I feel a bit like Dorothy in The Wizard of Oz.
Having been sucked into a tornado and deposited for almost ten years in a technicolour world of high political and personal drama in the wake of my other half, Alastair Campbell. I am back, not in Kansas but in black-and-white north London whence I came: being a journalist, hanging out with the kids, rarely getting out of my jeans and trainers, even riding a bike, for God's sake. I have even got my own version of the ruby slippers — a cupboard full of posh 'state visit' suits (essential in No. 10) never to be worn again.

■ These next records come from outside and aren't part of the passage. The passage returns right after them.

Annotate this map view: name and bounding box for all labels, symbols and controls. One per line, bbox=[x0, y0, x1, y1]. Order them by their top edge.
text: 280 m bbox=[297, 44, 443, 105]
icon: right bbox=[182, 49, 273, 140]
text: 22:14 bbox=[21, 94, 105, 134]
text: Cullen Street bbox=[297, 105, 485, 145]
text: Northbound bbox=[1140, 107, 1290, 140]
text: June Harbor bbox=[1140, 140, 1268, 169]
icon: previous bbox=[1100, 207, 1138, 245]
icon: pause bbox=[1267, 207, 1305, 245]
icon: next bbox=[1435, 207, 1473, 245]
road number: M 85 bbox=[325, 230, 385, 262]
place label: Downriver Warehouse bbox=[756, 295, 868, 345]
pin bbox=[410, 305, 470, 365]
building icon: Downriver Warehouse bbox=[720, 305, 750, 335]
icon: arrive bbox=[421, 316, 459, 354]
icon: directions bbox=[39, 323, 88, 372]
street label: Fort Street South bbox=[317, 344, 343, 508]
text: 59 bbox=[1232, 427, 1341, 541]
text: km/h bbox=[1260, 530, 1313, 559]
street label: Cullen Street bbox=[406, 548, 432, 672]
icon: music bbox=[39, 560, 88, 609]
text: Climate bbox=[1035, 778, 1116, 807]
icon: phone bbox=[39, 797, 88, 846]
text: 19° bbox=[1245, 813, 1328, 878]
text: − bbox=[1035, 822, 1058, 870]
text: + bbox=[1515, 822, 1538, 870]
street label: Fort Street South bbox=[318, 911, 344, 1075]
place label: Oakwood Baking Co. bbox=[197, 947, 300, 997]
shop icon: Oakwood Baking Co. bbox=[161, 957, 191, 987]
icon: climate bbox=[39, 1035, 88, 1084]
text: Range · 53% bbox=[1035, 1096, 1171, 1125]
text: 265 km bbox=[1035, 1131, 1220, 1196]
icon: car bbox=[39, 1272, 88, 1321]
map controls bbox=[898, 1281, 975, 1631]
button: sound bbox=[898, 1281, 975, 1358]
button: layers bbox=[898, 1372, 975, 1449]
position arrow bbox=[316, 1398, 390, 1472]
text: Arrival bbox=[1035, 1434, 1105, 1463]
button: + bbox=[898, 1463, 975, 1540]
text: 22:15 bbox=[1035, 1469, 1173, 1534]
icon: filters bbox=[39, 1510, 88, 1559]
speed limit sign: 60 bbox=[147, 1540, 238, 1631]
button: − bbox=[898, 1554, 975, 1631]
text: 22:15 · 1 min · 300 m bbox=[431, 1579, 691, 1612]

The thing about politics is that when you're at the heart of it, everything seems so real and urgent. Once you get out, you realise the extent to which it passes the public by. In my new incarnation as a fitness writer for the Guardian (I am now jokingly referred to at home as the lifestyle guru to the chattering classes), I spend a lot of time in the gym watching the news in what I call treadmill mode. This means that it has to compete with channel-hopping between the Kilroytype 'why did my mother have to sleep with my fiancé the night before my wedding?' programme — he should definitely have been taken off air years ago on taste grounds alone — and Britney Spears. Since most exercise is best done to music, this means the news usually gets the zap button. WMD, George Bush and Hutton definitely fall into this category, especially if you have already had to live through them. Meanwhile, the real politics goes on in the changing room, where people talk about their jobs, whether their salaries will take them through to the end of the month and their worries about their kids.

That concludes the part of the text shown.